Overconfident CEOs prefer short-term debt

0 comments | 1 shares

Estimated reading time: 5 minutes

Helena Vieira

February 3rd, 2016

Overconfident CEOs prefer short-term debt

0 comments | 1 shares

Estimated reading time: 5 minutes

Debt maturity represents an important dimension of corporate financing policies. Inferior debt maturity structure can lead to suboptimal liquidation of the firm. The impact of firm characteristics on the choice of debt maturity structure is well understood. More recently, studies have turned to examine how the personal characteristics of corporate executives affect debt maturity decisions. This makes intuitive sense since executives are the ultimate decision-makers. Our study relaxes the assumption of executive rationality to examine whether and to what extent a specific type of behavioural bias, namely CEO overconfidence, affects a firm’s debt maturity structure.

The overconfidence concept stems from the notion of a “better-than-average” effect. That is, when individuals self-assess their relative skills or personal traits, most overestimate their own abilities and consider themselves to be above the average at a particular skill or consider themselves more likely to be described by desirable attributes. For example, a psychology experiment shows that the vast majority of people believe their driving skills is better than an average individual. For corporate executives, overconfidence means they generally overestimate future firm performance under their leadership.

In academic research, executive overconfidence has been shown to have substantial impact on corporate decision-making. For example, firms with overconfident CEO’s are more likely to undertake value-destroying acquisitions, have higher leverage and engage in more share repurchases.

We argue that overconfident CEOs prefer short-term debt. This is because they overestimate the probability that they can refinance short-term debt with lower costs as the firm is believed to be successful in the future. We conduct our empirical analysis in the US market with a sample of 4,309 firm-year observations from 2006 to 2012, and confirm that overconfident CEOs prefer short-term debt.

Empirically, measuring CEO overconfidence is not an easy task as it cannot be observed directly. Our empirical proxy for overconfidence is based on CEOs’ revealed beliefs reflected in their option exercise behaviour.

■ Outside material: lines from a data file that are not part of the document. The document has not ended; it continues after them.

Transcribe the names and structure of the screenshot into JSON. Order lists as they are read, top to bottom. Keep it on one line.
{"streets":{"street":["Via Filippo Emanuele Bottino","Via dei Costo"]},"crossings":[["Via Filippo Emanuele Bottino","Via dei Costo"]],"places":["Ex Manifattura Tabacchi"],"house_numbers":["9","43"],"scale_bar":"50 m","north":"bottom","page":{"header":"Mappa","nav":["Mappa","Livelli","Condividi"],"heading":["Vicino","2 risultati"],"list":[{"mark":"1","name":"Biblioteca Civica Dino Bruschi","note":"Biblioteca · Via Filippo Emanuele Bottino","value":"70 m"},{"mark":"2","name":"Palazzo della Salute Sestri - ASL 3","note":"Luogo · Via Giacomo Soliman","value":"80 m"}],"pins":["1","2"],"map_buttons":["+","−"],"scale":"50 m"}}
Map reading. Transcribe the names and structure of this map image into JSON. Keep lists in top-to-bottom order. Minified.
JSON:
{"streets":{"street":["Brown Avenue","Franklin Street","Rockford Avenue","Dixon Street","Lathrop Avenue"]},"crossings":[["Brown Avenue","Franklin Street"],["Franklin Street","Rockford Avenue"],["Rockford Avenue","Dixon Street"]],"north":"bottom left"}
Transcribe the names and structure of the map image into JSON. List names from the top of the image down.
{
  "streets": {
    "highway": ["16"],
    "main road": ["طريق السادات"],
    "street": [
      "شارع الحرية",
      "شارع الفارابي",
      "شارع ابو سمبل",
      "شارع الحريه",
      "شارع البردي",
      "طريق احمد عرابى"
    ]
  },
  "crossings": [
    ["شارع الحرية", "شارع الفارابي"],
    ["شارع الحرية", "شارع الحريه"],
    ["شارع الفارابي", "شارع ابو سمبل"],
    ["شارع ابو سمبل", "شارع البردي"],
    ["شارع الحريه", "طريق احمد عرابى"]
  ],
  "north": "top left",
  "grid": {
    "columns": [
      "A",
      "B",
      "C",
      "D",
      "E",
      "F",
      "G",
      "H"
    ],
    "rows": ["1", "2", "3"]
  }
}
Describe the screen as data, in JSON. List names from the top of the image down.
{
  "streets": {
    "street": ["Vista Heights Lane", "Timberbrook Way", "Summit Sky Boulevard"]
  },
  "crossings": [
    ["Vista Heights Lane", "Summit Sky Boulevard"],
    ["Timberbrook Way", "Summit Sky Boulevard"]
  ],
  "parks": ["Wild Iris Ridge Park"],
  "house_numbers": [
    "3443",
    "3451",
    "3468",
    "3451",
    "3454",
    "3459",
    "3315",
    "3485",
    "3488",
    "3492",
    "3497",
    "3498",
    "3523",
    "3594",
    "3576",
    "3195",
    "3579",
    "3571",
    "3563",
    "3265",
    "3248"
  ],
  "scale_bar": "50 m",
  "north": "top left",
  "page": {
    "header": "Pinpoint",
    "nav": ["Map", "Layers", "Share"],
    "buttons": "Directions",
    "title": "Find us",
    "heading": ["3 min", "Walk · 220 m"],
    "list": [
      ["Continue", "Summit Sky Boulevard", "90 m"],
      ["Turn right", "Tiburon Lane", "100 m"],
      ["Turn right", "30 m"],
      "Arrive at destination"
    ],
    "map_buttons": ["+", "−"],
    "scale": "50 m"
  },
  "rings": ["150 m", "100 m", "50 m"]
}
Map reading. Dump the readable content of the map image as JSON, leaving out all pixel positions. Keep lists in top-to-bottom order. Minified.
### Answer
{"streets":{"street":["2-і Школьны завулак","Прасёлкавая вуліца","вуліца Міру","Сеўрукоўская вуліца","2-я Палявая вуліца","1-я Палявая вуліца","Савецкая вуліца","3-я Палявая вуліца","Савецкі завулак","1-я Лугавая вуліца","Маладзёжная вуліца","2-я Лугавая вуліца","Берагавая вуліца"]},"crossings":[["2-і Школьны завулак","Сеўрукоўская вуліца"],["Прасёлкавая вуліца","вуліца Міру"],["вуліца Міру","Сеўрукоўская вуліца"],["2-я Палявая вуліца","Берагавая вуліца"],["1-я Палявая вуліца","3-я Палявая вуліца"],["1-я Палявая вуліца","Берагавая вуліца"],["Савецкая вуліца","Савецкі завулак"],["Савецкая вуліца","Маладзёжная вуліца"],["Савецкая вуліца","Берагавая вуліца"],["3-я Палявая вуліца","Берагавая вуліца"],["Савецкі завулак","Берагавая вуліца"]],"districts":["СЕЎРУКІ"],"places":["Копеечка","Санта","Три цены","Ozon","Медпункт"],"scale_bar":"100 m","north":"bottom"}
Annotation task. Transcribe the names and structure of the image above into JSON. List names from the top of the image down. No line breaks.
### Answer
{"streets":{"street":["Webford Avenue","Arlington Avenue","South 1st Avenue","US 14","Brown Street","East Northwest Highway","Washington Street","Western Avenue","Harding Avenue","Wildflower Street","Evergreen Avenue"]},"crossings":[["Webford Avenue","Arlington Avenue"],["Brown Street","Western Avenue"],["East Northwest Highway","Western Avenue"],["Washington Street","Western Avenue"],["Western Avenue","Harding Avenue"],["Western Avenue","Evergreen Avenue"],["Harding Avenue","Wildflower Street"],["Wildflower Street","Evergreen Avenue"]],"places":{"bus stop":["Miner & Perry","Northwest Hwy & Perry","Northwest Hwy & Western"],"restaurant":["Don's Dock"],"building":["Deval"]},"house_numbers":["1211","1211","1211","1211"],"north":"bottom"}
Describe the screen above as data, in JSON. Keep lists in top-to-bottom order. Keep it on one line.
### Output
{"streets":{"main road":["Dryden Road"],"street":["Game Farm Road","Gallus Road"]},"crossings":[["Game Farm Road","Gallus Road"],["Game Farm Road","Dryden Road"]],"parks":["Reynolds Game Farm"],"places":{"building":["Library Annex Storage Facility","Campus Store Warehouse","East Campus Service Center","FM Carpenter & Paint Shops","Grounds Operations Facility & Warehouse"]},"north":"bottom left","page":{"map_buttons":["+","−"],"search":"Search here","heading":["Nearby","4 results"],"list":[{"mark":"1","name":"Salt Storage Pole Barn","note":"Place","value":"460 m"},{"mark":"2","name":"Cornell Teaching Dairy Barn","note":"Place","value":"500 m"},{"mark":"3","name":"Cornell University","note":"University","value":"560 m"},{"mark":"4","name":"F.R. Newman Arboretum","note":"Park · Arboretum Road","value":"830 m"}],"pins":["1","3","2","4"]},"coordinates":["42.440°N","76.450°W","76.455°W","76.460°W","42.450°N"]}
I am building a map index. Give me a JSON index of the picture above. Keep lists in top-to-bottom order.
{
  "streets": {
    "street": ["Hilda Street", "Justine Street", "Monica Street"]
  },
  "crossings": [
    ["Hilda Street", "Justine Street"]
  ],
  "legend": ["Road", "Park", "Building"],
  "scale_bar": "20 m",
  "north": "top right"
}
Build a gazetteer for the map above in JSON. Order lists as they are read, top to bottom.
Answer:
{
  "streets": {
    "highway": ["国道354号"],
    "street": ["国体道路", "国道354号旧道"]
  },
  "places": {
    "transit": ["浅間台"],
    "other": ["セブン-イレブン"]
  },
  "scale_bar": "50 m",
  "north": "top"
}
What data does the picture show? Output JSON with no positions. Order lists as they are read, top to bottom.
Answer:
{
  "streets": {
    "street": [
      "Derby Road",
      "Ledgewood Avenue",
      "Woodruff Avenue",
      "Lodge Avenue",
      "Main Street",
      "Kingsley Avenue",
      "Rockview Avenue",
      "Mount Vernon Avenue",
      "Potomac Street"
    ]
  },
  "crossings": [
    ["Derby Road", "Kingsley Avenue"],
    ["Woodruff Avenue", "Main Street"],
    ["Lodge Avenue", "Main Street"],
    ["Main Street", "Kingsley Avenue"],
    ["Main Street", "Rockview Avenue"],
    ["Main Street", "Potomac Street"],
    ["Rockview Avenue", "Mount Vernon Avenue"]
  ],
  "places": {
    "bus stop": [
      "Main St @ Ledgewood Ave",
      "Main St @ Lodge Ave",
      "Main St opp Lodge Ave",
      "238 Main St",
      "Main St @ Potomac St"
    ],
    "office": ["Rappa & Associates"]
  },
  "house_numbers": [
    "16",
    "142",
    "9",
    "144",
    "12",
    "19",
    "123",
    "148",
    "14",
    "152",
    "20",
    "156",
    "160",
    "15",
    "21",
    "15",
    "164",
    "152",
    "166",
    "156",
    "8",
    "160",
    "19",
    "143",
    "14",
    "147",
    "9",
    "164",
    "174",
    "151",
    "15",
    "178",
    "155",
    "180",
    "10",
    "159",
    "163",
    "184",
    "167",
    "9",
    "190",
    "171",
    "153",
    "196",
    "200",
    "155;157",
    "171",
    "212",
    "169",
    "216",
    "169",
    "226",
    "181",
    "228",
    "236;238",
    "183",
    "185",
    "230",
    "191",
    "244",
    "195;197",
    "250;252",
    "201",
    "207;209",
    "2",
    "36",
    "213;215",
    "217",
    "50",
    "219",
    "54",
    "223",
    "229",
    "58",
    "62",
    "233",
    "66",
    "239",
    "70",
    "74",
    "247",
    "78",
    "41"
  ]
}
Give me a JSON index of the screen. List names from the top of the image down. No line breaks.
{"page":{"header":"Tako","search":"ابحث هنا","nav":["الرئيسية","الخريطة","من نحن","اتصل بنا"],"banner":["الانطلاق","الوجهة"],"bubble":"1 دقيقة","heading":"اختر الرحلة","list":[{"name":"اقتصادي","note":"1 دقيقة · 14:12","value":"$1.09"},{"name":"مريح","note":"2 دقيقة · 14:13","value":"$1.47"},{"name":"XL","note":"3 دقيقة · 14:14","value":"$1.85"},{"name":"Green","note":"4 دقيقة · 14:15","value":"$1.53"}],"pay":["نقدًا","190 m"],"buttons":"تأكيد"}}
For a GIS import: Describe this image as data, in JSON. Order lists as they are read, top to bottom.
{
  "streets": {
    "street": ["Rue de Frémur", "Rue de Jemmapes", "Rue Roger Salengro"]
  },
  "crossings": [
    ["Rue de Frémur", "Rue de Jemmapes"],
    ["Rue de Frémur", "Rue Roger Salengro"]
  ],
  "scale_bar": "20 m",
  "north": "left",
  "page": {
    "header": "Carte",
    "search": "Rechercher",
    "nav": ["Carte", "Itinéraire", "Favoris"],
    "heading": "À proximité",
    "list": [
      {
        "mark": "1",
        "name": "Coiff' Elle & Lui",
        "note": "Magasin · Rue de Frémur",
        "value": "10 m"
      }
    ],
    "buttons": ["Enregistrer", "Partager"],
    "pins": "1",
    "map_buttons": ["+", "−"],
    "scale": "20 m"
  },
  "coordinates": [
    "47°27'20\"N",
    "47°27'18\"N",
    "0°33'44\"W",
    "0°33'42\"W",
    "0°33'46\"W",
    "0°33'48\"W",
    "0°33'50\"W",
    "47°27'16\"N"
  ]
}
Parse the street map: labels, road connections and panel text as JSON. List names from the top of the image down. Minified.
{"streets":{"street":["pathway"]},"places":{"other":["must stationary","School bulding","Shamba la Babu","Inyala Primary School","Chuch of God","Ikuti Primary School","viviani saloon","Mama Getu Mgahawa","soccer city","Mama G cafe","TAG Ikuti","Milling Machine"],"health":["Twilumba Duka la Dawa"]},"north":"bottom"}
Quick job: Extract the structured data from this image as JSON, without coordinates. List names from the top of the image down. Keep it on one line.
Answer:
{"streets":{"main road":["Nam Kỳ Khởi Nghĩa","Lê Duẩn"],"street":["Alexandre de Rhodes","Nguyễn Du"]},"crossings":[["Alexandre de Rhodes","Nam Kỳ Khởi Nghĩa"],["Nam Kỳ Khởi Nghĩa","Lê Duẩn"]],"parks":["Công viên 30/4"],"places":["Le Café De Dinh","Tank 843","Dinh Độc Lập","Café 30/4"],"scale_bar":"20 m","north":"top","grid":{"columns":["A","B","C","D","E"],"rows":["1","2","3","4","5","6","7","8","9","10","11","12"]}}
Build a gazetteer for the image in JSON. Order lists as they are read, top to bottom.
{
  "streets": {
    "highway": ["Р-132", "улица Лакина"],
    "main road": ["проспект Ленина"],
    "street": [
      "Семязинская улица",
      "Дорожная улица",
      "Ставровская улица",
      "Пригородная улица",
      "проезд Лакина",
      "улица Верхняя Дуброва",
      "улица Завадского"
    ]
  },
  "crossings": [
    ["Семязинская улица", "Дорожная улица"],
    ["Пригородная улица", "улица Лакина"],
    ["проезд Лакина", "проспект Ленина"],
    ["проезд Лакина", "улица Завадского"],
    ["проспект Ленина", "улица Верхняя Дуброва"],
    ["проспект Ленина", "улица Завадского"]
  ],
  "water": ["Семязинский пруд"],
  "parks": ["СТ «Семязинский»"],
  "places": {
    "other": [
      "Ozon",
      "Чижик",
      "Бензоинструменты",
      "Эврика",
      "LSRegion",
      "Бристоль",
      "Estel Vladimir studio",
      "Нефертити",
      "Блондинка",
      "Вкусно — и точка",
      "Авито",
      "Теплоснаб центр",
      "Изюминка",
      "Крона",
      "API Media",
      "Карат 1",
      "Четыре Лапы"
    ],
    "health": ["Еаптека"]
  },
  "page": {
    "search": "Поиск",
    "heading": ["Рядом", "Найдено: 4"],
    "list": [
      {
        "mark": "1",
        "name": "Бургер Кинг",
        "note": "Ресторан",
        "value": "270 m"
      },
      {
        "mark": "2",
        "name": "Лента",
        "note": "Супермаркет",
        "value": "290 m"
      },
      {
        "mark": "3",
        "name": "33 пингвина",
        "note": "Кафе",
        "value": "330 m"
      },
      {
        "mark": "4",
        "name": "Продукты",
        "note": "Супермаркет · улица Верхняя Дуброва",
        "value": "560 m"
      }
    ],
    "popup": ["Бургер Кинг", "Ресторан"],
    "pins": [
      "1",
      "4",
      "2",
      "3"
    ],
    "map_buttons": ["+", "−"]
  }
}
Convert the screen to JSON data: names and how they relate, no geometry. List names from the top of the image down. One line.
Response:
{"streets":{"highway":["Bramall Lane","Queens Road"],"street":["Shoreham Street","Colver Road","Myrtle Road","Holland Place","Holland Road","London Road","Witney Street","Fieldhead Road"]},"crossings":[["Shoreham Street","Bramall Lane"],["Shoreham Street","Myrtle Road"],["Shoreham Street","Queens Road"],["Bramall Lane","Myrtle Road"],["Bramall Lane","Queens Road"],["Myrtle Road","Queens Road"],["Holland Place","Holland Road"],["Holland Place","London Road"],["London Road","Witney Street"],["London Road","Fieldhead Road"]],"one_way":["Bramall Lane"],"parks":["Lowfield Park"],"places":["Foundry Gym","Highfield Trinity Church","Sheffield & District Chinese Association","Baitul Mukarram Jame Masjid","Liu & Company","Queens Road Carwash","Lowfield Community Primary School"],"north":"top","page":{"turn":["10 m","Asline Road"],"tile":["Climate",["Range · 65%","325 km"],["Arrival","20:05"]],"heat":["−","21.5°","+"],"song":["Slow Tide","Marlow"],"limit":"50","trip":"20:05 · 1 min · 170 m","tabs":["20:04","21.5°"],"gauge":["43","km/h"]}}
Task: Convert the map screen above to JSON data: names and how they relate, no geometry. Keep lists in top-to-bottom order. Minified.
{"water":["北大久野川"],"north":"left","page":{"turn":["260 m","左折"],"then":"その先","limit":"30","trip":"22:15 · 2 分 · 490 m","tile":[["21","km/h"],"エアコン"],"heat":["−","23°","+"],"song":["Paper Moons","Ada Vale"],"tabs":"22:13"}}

CEOs receive a large amount of stock and option grants as part of their compensation package, besides, their human capital invested in the firms. As a result, CEOs are highly exposed to their firms’ idiosyncratic risks. To diversify their human capital risk, non-overconfident CEOs should exercise those sufficiently in-the-money options early. Nevertheless, a non-trivial subset of CEOs persistently fails to exhibit such exercise behaviour which suggests that they are overconfident about future firm performance. Accordingly, we classify CEOs as overconfident if at least once in their tenure, they hold a deep in-the-money option until its final year. Using this classification method, we are able to identify 371 out of 1298 overconfident CEOs (i.e., almost 30%).

As shown in Table 1, a simple comparison of debt maturity structures between firms with non-overconfident and overconfident CEOs reveals that the overconfident group prefers shorter debt maturity. This finding is strongly robust to more rigorous methods (e.g. multivariate regression).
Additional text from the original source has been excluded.